**TASK PROMPT:**
Which of the lines below contain the string "Goedhartlaan"? Pull each one out of the data.

**RECORDS TO USE:**
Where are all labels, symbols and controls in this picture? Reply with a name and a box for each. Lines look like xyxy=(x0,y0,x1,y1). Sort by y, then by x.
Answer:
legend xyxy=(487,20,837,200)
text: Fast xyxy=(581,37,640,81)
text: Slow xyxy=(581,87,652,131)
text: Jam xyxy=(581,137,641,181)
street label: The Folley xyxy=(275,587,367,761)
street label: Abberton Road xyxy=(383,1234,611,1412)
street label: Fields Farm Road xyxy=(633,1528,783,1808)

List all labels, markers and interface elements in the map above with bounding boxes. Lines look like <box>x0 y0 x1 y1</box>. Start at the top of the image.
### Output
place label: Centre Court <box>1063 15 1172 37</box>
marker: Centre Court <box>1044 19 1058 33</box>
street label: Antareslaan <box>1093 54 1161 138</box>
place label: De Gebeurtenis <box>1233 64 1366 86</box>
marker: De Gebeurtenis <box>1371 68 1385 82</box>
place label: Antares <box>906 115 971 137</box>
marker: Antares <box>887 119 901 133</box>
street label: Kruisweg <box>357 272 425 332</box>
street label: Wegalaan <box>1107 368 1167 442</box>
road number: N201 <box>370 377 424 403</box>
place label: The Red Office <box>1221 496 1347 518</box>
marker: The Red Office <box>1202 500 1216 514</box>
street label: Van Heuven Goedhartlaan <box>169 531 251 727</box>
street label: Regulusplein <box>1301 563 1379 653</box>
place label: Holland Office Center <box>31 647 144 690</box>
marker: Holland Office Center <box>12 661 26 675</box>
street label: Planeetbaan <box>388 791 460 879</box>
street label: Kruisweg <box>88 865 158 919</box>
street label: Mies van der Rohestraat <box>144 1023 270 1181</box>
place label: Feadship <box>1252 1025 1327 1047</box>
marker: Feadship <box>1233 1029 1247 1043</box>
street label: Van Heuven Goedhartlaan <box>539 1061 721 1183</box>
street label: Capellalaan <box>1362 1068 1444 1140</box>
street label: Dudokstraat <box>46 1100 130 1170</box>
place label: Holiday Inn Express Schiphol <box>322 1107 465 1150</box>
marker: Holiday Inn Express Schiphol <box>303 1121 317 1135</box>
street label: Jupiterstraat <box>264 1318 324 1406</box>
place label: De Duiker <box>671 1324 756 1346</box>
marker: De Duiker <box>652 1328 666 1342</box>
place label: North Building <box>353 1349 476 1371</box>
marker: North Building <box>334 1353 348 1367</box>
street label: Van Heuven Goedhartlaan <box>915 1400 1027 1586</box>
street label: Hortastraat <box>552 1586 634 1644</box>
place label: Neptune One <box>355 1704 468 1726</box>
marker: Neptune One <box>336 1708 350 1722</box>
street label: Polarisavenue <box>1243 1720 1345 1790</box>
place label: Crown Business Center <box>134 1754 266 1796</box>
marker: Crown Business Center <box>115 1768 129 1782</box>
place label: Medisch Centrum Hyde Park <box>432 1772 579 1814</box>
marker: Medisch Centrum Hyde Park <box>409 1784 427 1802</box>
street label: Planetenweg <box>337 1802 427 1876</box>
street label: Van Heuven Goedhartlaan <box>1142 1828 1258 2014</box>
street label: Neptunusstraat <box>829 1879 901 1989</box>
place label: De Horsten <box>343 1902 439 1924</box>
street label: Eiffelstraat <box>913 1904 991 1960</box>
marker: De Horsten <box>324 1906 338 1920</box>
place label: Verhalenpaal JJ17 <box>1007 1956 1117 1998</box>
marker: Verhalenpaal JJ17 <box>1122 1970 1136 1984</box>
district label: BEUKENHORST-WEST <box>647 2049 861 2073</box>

**TASK RESPONSE:**
street label: Van Heuven Goedhartlaan <box>169 531 251 727</box>
street label: Van Heuven Goedhartlaan <box>539 1061 721 1183</box>
street label: Van Heuven Goedhartlaan <box>915 1400 1027 1586</box>
street label: Van Heuven Goedhartlaan <box>1142 1828 1258 2014</box>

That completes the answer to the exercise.